High Society - Chapitre 9
Césare, ne montrant aucune intention d’aider Madame Flavia, observait la scène avec un évident plaisir.
— Ha !
Enfin, Madame Flavia, agacée, claqua la langue et quitta la pièce, sans prononcer un mot de plus.
Dès qu’elle fut partie, Césare éclata de rire à nouveau et déclara :
— Assez bien.
— Merci, répondit Adèle.
— Hm, alors, comment vous portez-vous ?
— Je vous remercie, je vais plutôt bien, grâce à votre patronage.
Césare, souriant, plissa les yeux, ses prunelles brillantes de joie.
— Si vous avez besoin de quoi que ce soit, adressez-vous à Éphonie.
— Oui, bien entendu.
Il n’avait été fait aucune mention des écorchures et des bleus sur son corps. Cela, au moins, était un soulagement.

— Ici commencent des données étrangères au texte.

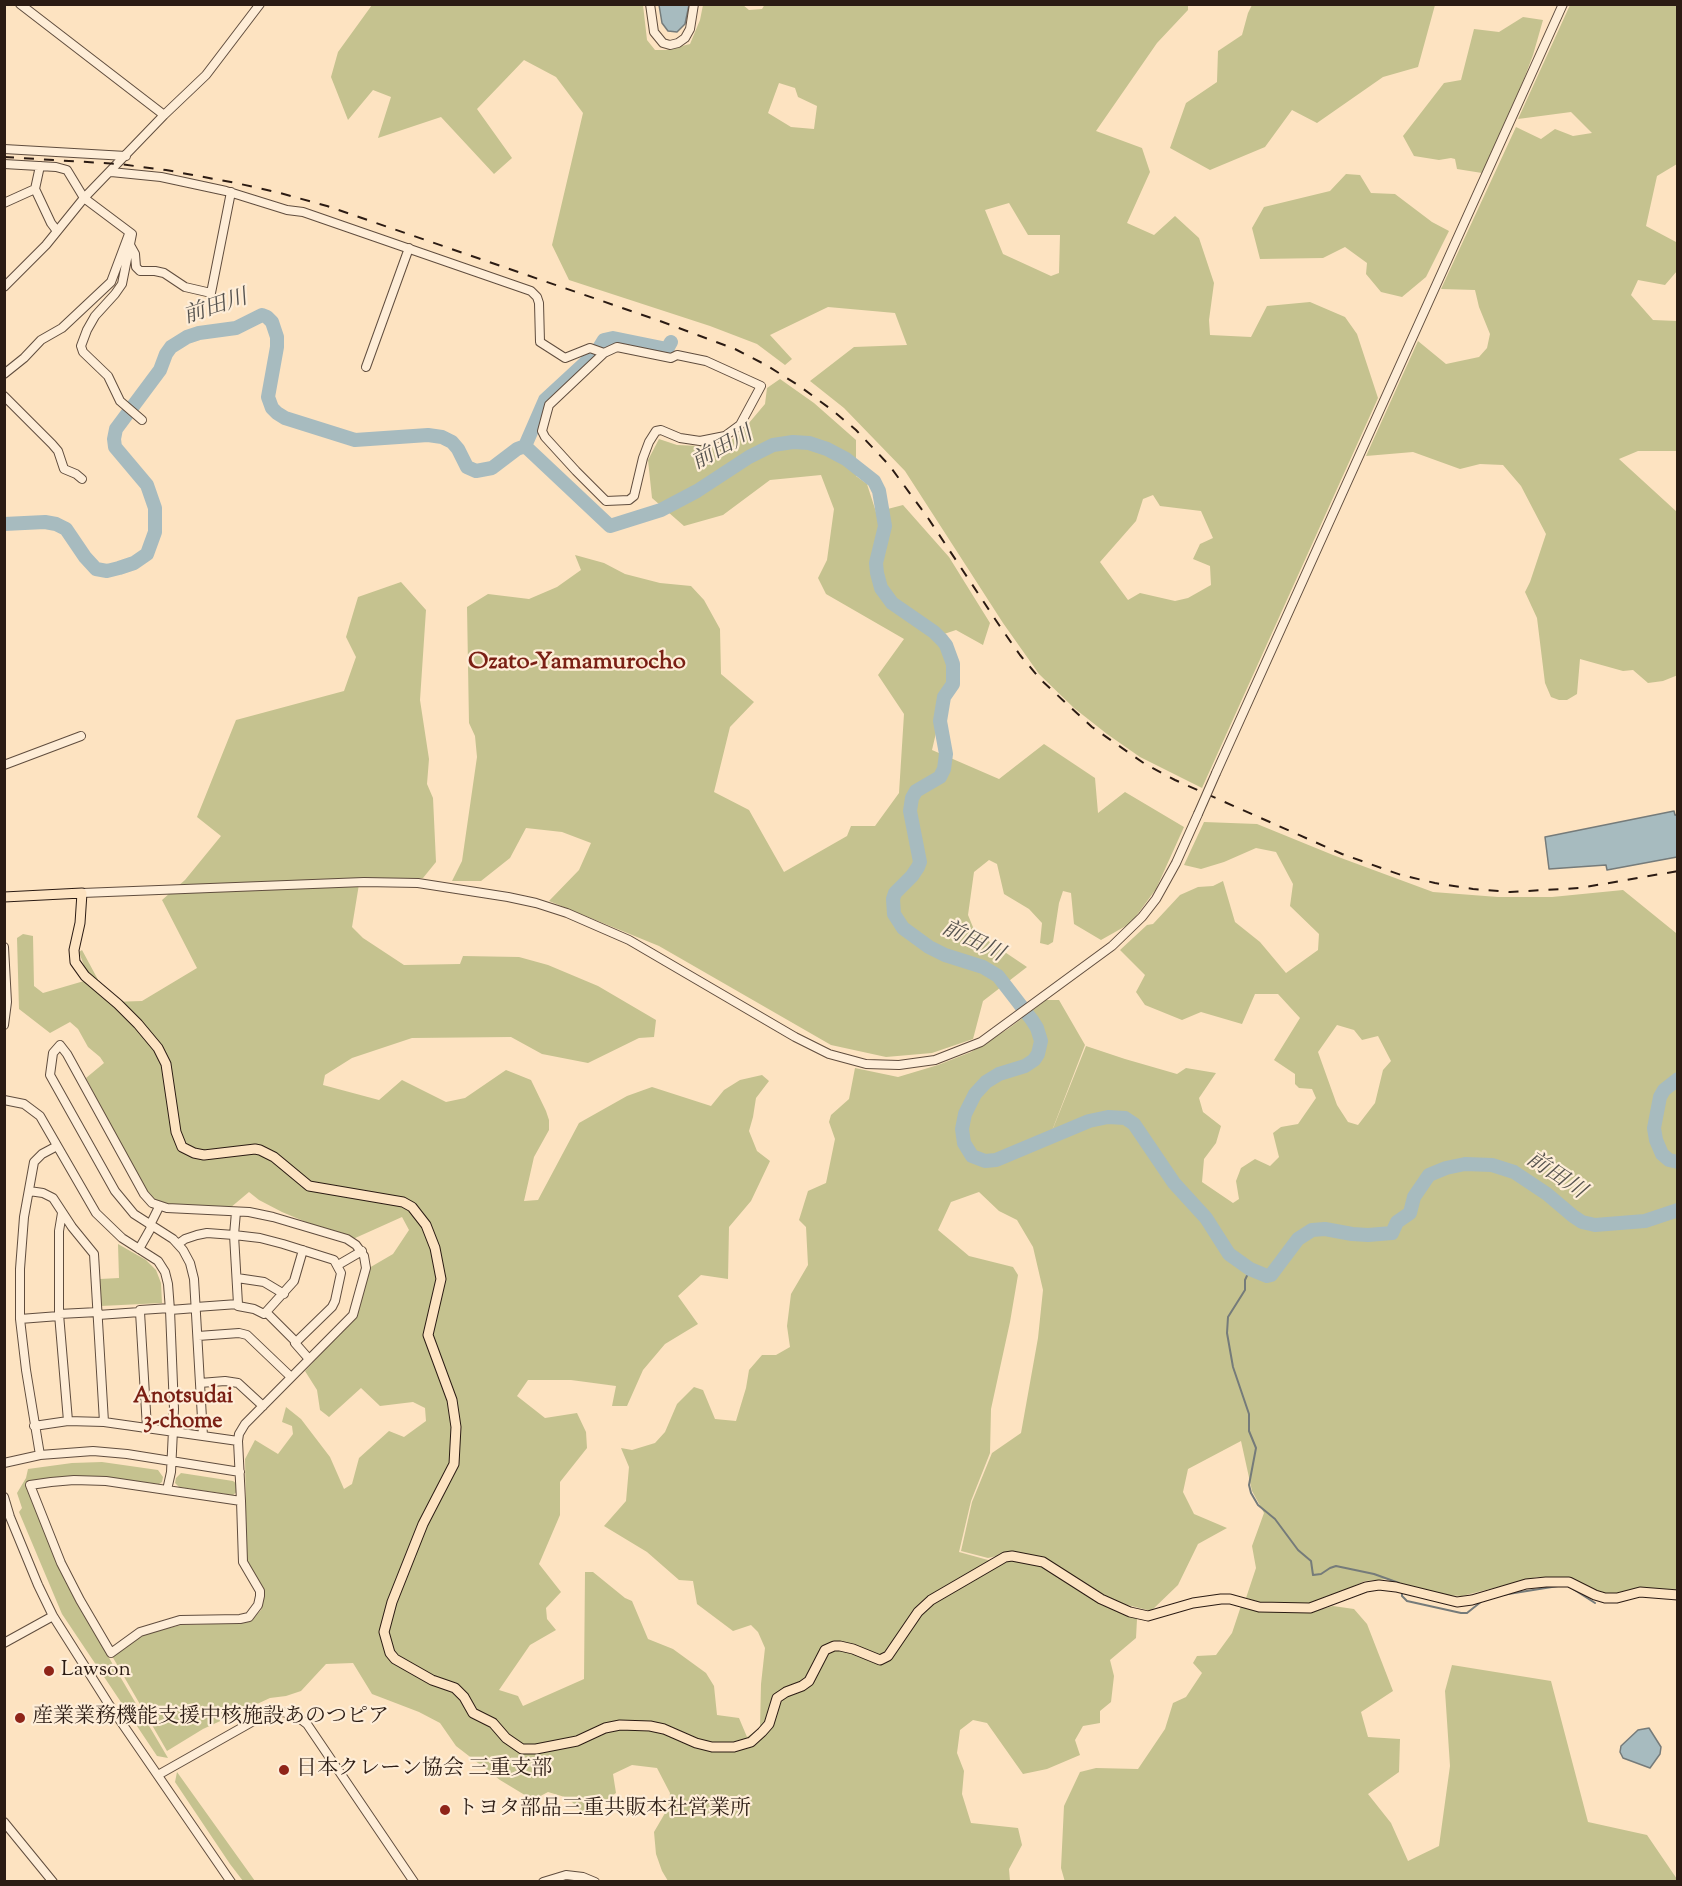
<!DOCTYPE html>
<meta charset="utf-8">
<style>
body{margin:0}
#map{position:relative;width:1682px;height:1886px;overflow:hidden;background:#fde3c1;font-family:"Sorts Mill Goudy",serif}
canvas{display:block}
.frame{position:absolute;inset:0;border:6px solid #2b1b13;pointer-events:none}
</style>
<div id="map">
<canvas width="1682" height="1886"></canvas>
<div class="frame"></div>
</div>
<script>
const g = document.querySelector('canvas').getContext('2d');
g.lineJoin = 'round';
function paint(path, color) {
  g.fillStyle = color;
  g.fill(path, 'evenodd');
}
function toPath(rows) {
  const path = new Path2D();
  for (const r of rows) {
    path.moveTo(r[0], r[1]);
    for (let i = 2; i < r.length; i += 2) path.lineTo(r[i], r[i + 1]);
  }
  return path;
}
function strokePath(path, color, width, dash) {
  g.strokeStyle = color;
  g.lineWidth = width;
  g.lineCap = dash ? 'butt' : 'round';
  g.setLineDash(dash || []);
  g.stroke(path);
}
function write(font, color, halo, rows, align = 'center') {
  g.font = font + ' "Sorts Mill Goudy","Noto Serif JP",serif';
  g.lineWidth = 4.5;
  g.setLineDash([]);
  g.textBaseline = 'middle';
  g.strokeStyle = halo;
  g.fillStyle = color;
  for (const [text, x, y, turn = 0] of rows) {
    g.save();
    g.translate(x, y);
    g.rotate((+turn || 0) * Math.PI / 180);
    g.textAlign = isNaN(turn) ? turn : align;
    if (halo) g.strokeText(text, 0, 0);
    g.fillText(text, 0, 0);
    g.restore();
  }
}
const green = toPath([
 [765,4,1188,5,1188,10,1157,43,1096,131,1142,148,1150,172,1127,223,1154,235,1175,216,1199,238,1214,283,1209,320,1210,335,1251,337,1267,306,1310,302,1345,317,1357,334,1378,398,1202,788,1140,757,1107,734,1074,708,1039,674,1003,623,905,471,844,408,810,381,854,347,907,345,895,313,828,307,770,335,792,359,785,365,757,344,710,326,569,280,552,245,583,113,556,77,524,60,477,109,512,158,494,174,441,117,378,138,391,97,373,90,348,120,331,77,338,52,372,5,643,5,647,40,655,50,666,50,690,44,700,20,703,5,743,5,749,10,762,9],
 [779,83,795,88,798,97,817,106,814,129,791,127,768,113],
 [1009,203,1028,235,1060,235,1059,273,1051,276,1003,254,985,210],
 [1153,495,1160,506,1201,511,1213,538,1200,544,1193,559,1210,566,1211,585,1188,598,1175,601,1140,593,1128,600,1100,562,1136,521,1143,499],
 [1252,5,1252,4,1435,5,1418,67,1383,77,1317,123,1292,110,1265,147,1210,170,1170,148,1186,103,1217,82,1218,51,1242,35,1248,13],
 [1570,5,1677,5,1677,164,1657,176,1646,226,1676,242,1677,271,1665,285,1638,280,1631,295,1653,320,1677,321,1677,451,1638,451,1619,459,1677,512,1678,675,1663,681,1648,683,1633,670,1623,671,1580,659,1577,694,1567,700,1559,700,1551,697,1545,683,1537,618,1525,592,1530,582,1546,534,1521,486,1503,465,1480,464,1460,469,1413,452,1366,456,1418,341,1446,364,1479,357,1487,348,1490,334,1479,307,1475,290,1441,289,1516,127,1541,139,1555,129,1573,136,1592,133,1571,112,1518,119],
 [1523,17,1543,20,1533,55,1524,79,1482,173,1457,169,1455,159,1451,158,1439,160,1414,156,1403,136,1444,83,1461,80,1474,29,1499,32],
 [1346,174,1360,175,1371,193,1395,194,1432,222,1449,231,1426,277,1402,297,1381,292,1366,274,1367,263,1345,247,1323,258,1260,259,1252,228,1264,207,1330,191],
 [780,379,814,403,856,440,856,476,867,484,876,512,903,505,949,557,990,623,983,645,956,630,944,634,948,681,932,750,999,779,1044,744,1095,778,1098,813,1125,792,1184,827,1156,889,1131,923,1101,940,1074,924,1071,893,1063,891,1059,903,1053,942,1048,945,1040,943,1042,923,1029,909,1004,894,997,864,989,860,974,872,968,915,975,932,1027,967,983,1001,973,1039,932,1053,886,1057,831,1045,659,946,549,901,579,870,591,843,562,832,526,828,510,858,481,881,452,881,462,861,477,757,475,736,469,723,467,607,488,594,529,599,557,587,581,570,575,555,604,563,625,574,660,583,691,586,704,600,720,629,721,674,754,702,730,727,714,792,749,810,784,872,847,836,851,826,875,826,899,793,904,714,878,675,904,639,826,594,818,578,827,560,834,509,821,475,770,480,723,515,684,526,652,498,648,460,659,439,677,445,723,447,743,430,765,404,767,388],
 [401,582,426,610,420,700,429,759,427,784,433,798,436,862,423,878,360,878,352,927,363,938,404,965,460,964,463,956,519,957,548,965,598,986,656,1020,654,1037,639,1038,588,1063,542,1054,511,1037,412,1038,352,1058,325,1075,323,1085,379,1100,402,1080,446,1102,465,1098,506,1070,531,1080,546,1111,549,1120,549,1130,534,1157,524,1201,538,1200,579,1123,627,1096,652,1087,711,1106,724,1090,740,1080,762,1075,769,1081,756,1098,753,1117,749,1131,757,1151,770,1161,751,1201,729,1227,728,1279,701,1275,678,1296,698,1324,665,1344,643,1370,627,1406,612,1406,616,1386,571,1380,528,1380,517,1396,545,1418,577,1413,586,1432,587,1448,560,1482,560,1515,539,1564,561,1592,546,1608,547,1619,556,1630,530,1645,499,1690,518,1696,523,1706,584,1679,585,1572,593,1572,625,1598,632,1601,648,1639,673,1649,706,1673,714,1686,717,1715,739,1718,747,1737,760,1728,761,1684,765,1648,758,1632,751,1625,733,1631,697,1604,693,1581,679,1580,647,1552,604,1526,626,1501,629,1467,621,1448,632,1450,655,1443,665,1432,677,1404,694,1387,703,1390,715,1419,736,1421,746,1388,749,1370,762,1355,776,1355,790,1347,787,1326,791,1294,808,1265,806,1227,799,1220,808,1191,826,1183,835,1139,829,1122,831,1115,849,1099,855,1068,898,1077,938,1065,971,1052,1008,1029,1046,1000,1059,1000,1085,1045,1048,1141,1086,1046,1125,1059,1177,1074,1186,1068,1216,1073,1199,1098,1203,1112,1221,1126,1216,1143,1204,1159,1202,1182,1233,1203,1239,1199,1236,1181,1241,1168,1255,1159,1270,1166,1279,1157,1273,1133,1281,1127,1298,1124,1316,1098,1312,1089,1299,1088,1295,1084,1295,1074,1274,1060,1300,1018,1278,994,1255,994,1242,1024,1201,1012,1182,1020,1145,1005,1136,992,1145,975,1120,950,1147,925,1153,924,1180,895,1198,887,1213,886,1223,881,1235,922,1260,942,1286,973,1318,950,1319,934,1290,906,1293,884,1276,852,1256,848,1224,862,1201,869,1184,865,1204,822,1257,824,1333,855,1433,892,1498,897,1552,897,1623,890,1676,933,1677,932,1677,1590,1643,1588,1614,1594,1598,1593,1568,1578,1537,1577,1462,1596,1440,1595,1388,1579,1365,1581,1327,1598,1303,1605,1270,1605,1246,1598,1256,1568,1252,1546,1264,1513,1252,1491,1241,1441,1188,1469,1183,1492,1194,1514,1227,1528,1198,1544,1178,1585,1151,1611,1116,1602,1049,1561,1015,1552,988,1558,961,1551,972,1502,992,1453,1021,1433,1038,1338,1043,1290,1033,1247,1017,1220,999,1211,979,1192,951,1202,938,1230,969,1256,1013,1267,1018,1275,1010,1322,991,1409,990,1453,971,1501,959,1552,988,1560,1014,1559,1035,1563,1067,1581,1101,1604,1137,1619,1136,1638,1110,1660,1114,1676,1111,1702,1100,1711,1100,1723,1083,1726,1075,1740,1080,1755,1047,1769,1023,1774,987,1723,973,1720,960,1730,957,1753,964,1771,962,1794,971,1823,1018,1828,1022,1845,1009,1869,1010,1881,668,1881,662,1871,656,1854,654,1832,668,1808,670,1793,657,1768,632,1765,613,1774,616,1793,585,1815,568,1798,548,1792,533,1800,500,1780,456,1746,440,1723,419,1712,372,1694,353,1663,326,1664,301,1691,286,1696,270,1698,203,1729,167,1751,112,1656,141,1635,181,1625,242,1623,254,1618,261,1610,265,1595,247,1560,245,1459,255,1440,278,1454,293,1434,292,1426,282,1422,286,1407,301,1419,330,1457,344,1489,352,1484,359,1458,389,1431,404,1437,426,1421,425,1408,413,1402,380,1406,361,1388,329,1417,320,1410,317,1390,305,1371,352,1320,369,1268,393,1254,409,1230,402,1217,353,1239,313,1225,282,1212,259,1200,249,1192,230,1208,158,1204,146,1194,86,1078,104,1063,100,1057,88,1047,78,1029,70,1022,50,1033,19,1009,17,938,23,934,33,936,34,986,43,993,84,981,86,971,79,952,82,950,110,1002,142,1001,197,968,162,900,185,880,221,836,197,817,236,720,344,691,356,657,346,637,358,597],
 [1337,1025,1354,1030,1362,1040,1378,1036,1391,1061,1383,1070,1375,1103,1358,1125,1348,1122,1337,1105,1318,1052],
 [118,1244,146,1260,156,1270,161,1283,162,1303,101,1306,100,1279,119,1278],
 [102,1462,158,1470,163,1477,162,1482,159,1484,100,1476,78,1476,25,1483,75,1600,168,1758,157,1756,62,1614,19,1512,22,1508,17,1493,26,1478,28,1469,72,1463],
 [181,1473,233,1481,237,1484,238,1491,233,1495,179,1487,175,1483,176,1478],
 [1241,1606,1311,1612,1333,1606,1354,1609,1367,1624,1393,1691,1361,1712,1368,1737,1400,1739,1399,1772,1368,1794,1391,1823,1408,1861,1439,1846,1450,1766,1445,1691,1452,1665,1551,1681,1588,1822,1647,1835,1677,1879,1678,1881,1065,1882,1061,1868,1064,1806,1080,1772,1096,1768,1138,1769,1165,1729,1173,1703,1186,1697,1202,1673,1193,1663,1197,1656,1216,1655,1232,1633],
 [177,1772,255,1881,243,1881,230,1864,175,1782]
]);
const water = toPath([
 [659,5,689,5,685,24,677,32,668,31,662,23,659,5],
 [1674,811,1675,815,1677,815,1677,857,1607,870,1606,865,1549,869,1545,837,1674,811],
 [1649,1728,1661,1747,1660,1754,1650,1768,1623,1758,1620,1752,1621,1746,1638,1730,1649,1728]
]);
const stream = toPath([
 [1250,1269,1245,1280,1245,1290,1228,1317,1227,1333,1233,1367,1249,1414,1249,1431,1256,1448,1249,1485,1251,1493,1258,1505,1275,1519,1298,1550,1311,1561,1313,1575,1321,1574,1330,1568,1336,1566,1374,1574,1399,1583],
 [1570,1587,1595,1603],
 [1402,1591,1402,1596,1407,1601,1461,1613,1467,1613,1482,1601],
 [1502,1595,1558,1586]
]);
const river = toPath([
 [525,446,545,400,596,353,604,340,613,338,667,349,671,342],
 [4,524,45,522,56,524,66,529,85,557,96,569,107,571,119,568,134,563,147,554,155,532,155,508,147,485,115,447,114,439,116,429,160,370,166,354,171,347,187,337,199,333,236,328,262,315,267,317,272,322,277,337,277,347,268,397,272,408,277,413,285,418,355,440,428,435,442,437,452,442,458,449,467,467,476,471,492,468,517,449,525,446,610,526,661,510,697,491,749,457,773,445,793,442,809,443,827,449,846,459,874,481,879,491,885,526,876,563,877,573,881,588,892,603,934,632,942,640,946,645,953,664,953,684,944,697,940,721,946,754,944,769,940,777,916,791,912,798,910,811,920,862,918,867,912,876,895,893,893,899,894,914,903,928,929,947,945,955,983,967,998,976,1032,1020,1037,1028,1041,1041,1038,1054,1034,1060,1025,1066,999,1074,986,1082,975,1094,965,1114,962,1129,964,1143,972,1156,985,1161,996,1160,1089,1121,1108,1117,1125,1118,1134,1124,1174,1183,1206,1218,1229,1254,1250,1269,1267,1276,1271,1275,1298,1239,1312,1230,1325,1229,1352,1234,1368,1235,1392,1233,1397,1222,1410,1213,1414,1197,1429,1175,1446,1168,1465,1164,1492,1165,1514,1172,1547,1194,1573,1216,1582,1222,1595,1225,1645,1221,1678,1210],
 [1678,1079,1664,1090,1660,1097,1654,1128,1656,1140,1662,1154,1669,1160,1678,1162]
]);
const minor = toPath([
 [20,4,164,115],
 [650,4,654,32,663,43,670,45,678,43,685,38,690,29,694,4],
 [4,149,126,156],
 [4,164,56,167,67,170,84,198,132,234,122,284,115,294,95,316,87,330,81,346,83,352,108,376,120,401,142,420],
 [40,166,35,189,51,223,57,231],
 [111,172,161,177,226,191,287,210,303,212,531,291,537,297,539,303,540,342,565,358,590,348,604,353,617,347,671,358,677,355,706,361,761,386,740,425,725,436,700,441,680,438,661,430,656,431,649,442,643,458,634,496,629,500,606,501,576,471,545,437,542,431,549,405,604,353],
 [4,203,35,189],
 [130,245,135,254,136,267,140,271,155,271,164,273,185,287,211,293,231,192],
 [4,287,46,245,84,198,164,115,206,75,260,4],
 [366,367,409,248],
 [4,374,24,358,41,340,62,328,111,282,129,234],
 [4,396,52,444,58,451,64,469,76,474,82,479],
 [4,765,81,736],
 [1216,773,1563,4],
 [82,893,364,882,418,883,508,897,536,903,567,913,629,940,795,1037,829,1054,866,1064,899,1065,935,1060,981,1042,1112,946,1142,917,1156,899,1176,863,1198,814],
 [4,947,7,1002,4,1025],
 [4,1100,24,1104,40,1116,96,1213,122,1238,158,1261,165,1272,168,1284,170,1310,174,1409,171,1472,167,1490],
 [29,1191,43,1193,53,1198,72,1227,94,1254,104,1422],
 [236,1212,234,1235,238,1304],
 [62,1213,59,1231,59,1314,68,1421],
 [150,1225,159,1207],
 [178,1244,185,1239,197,1235,207,1233,234,1235,260,1238,283,1244,334,1260,341,1273,335,1301,332,1307,296,1342],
 [139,1249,152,1226],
 [338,1265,362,1251],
 [237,1278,264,1282,284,1294],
 [196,1307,238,1304,238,1306,254,1309,264,1314,266,1312,296,1342,295,1343,309,1359],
 [170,1310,196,1308],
 [140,1312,147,1428],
 [266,1312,294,1281,303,1250],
 [59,1314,98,1312],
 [98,1315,140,1312,140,1310,170,1308],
 [20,1319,59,1316],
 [198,1336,239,1333,247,1335,291,1377],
 [200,1383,225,1381,238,1383,263,1406],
 [34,1426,68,1421,104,1422,238,1441],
 [203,1436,194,1279,190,1263,183,1250,173,1239,134,1214,115,1191,50,1075,53,1053,60,1045,67,1054,144,1194,152,1203,167,1208,249,1212,273,1217,347,1239,356,1245,364,1256,366,1268,353,1315,245,1424,239,1434,238,1441,241,1501,243,1562,260,1591,260,1596,258,1605,249,1617,240,1619,180,1620,140,1632,111,1653,80,1600,61,1563,30,1485,51,1482,74,1480,106,1481,241,1501],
 [40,1455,26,1370,20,1319,20,1269,24,1217,34,1162,42,1154,57,1146],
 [4,1463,40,1455,93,1451,127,1454,240,1472],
 [4,1497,10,1517,38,1585,53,1616,108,1703,231,1882],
 [4,1643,53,1616],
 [158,1775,266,1714,282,1712,295,1715,307,1724,414,1882],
 [4,1822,53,1882],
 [543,1882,566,1875,583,1877,595,1882]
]);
const major = toPath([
 [4,897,82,893,80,923,74,950,75,962,85,976,118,1004,138,1024,158,1048,166,1064,176,1132,182,1147,194,1153,204,1155,255,1149,260,1150,274,1157,309,1186,403,1202,412,1207,426,1225,435,1248,441,1279,428,1335,452,1400,456,1427,454,1464,423,1524,392,1602,384,1632,390,1653,395,1659,432,1680,455,1688,464,1697,473,1713,493,1723,506,1738,522,1749,536,1749,577,1741,605,1728,620,1725,650,1726,664,1729,696,1743,712,1747,734,1747,751,1742,762,1732,769,1724,777,1698,786,1692,802,1686,809,1681,825,1650,834,1646,840,1646,853,1649,880,1660,888,1656,918,1612,931,1600,1005,1557,1012,1556,1043,1562,1101,1599,1130,1612,1148,1616,1193,1603,1221,1599,1230,1599,1259,1607,1310,1608,1366,1587,1379,1585,1396,1587,1457,1602,1472,1600,1526,1584,1546,1582,1569,1582,1595,1595,1605,1598,1617,1598,1640,1592,1678,1595]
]);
const rail = toPath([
 [4,157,119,164,166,170,236,183,280,193,327,206,660,321,735,349,766,365,798,385,832,410,856,430,889,465,928,518,1001,628,1020,655,1041,680,1092,727,1145,764,1175,780,1342,854,1401,875,1435,883,1473,889,1510,892,1580,888,1678,871]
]);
const minorBridge = toPath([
 [1198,814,1216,773]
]);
const markers = [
 [49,1671,6,"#8f2418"],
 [20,1718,6,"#8f2418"],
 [284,1770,6,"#8f2418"],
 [445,1810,6,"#8f2418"]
];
const poiNames = [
 ["Lawson",61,1671],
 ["産業業務機能支援中核施設あのつピア",32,1718],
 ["日本クレーン協会 三重支部",296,1770],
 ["トヨタ部品三重共販本社営業所",457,1810]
];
const waterNames = [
 ["前田川",216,309,-18],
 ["前田川",723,450,-29],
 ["前田川",972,943,26],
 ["前田川",1555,1177,34]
];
const neighbourhoodNames = [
 ["Anotsudai",183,1398],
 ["3-chome",183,1423]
];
const quarterNames = [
 ["Ozato-Yamamurocho",577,664]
];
paint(green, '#c5c28f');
paint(water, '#a7bbbf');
strokePath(water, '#757b7a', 1.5);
strokePath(stream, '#757b7a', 2);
strokePath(river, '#a7bbbf', 14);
strokePath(minor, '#604d3e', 10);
strokePath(major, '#2b1b13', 11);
strokePath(minor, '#feedd7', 8);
strokePath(major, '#fde3c1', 9);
strokePath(rail, '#2b1b13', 2, [10, 10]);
strokePath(minorBridge, '#604d3e', 10, []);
strokePath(minorBridge, '#feedd7', 8);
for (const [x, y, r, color] of markers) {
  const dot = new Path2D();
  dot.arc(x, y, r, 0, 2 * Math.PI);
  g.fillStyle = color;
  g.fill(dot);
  strokePath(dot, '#feedd7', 2);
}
write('21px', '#2b1b13', '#feedd7', poiNames, 'left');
write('italic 22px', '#56534f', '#feedd7', waterNames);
write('bold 22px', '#7a1f14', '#feedd7', neighbourhoodNames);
write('bold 24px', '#7a1f14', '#feedd7', quarterNames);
</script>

Tandis qu’Adèle réfléchissait, elle remarqua que Césare, toujours souriant, mais avec les sourcils froncés, la regardait intensément. Ses yeux dorés, habituellement joyeux, semblaient désormais métalliques, l’étudiant comme s’il attendait quelque chose d’elle.
Soudain, se souvenant de son rôle, Adèle ajouta :
— Comment allez-vous, mon frère ?
— Hm…
En réponse, ses yeux, ornés d’un petit grain de beauté sous l’un d’eux, brillèrent telle une étoile du matin.
Il semblait que cela constituait une réponse acceptable.
— Je vais comme d’habitude. Cependant, vous savez, il est un peu décevant que ma sœur me rende si rarement visite.
— Je pensais que vous étiez trop occupé pour vous distraire avec moi. Et puis, je n’aimerais pas que vous vous retrouviez dans une situation désagréable à cause de moi.
— Je ne pense pas que je serais aussi cruel envers ma propre sœur.
— Dans ce cas, je tâcherai de vous rendre visite plus souvent.
Césare sourit à nouveau, mais cette fois sans dire un mot.
…Qu’ai-je bien pu dire de travers ?
Dans ce silence lourd, qui semblait peser sur sa poitrine, Adèle n’arrivait pas à trouver le bon moment pour souffler de soulagement, lorsqu’enfin Césare prit la parole :
— Il semble que ma sœur ne soit pas aussi docile que je le pensais. Je crains que Madame Flavia n’ait à faire un peu plus d’efforts avec vous.
…Vraiment ? Adèle était certaine qu’elle s’était montrée suffisamment docile.
Césare, sans attendre de réponse, se redressa.
— Si vous vous contentiez de dire « oui » et « bien sûr », tout se passerait beaucoup plus facilement. Après tout, Flavia, malgré sa fierté aristocratique, possède aussi une grande part de compassion.
Adèle demeura silencieuse, écoutant attentivement.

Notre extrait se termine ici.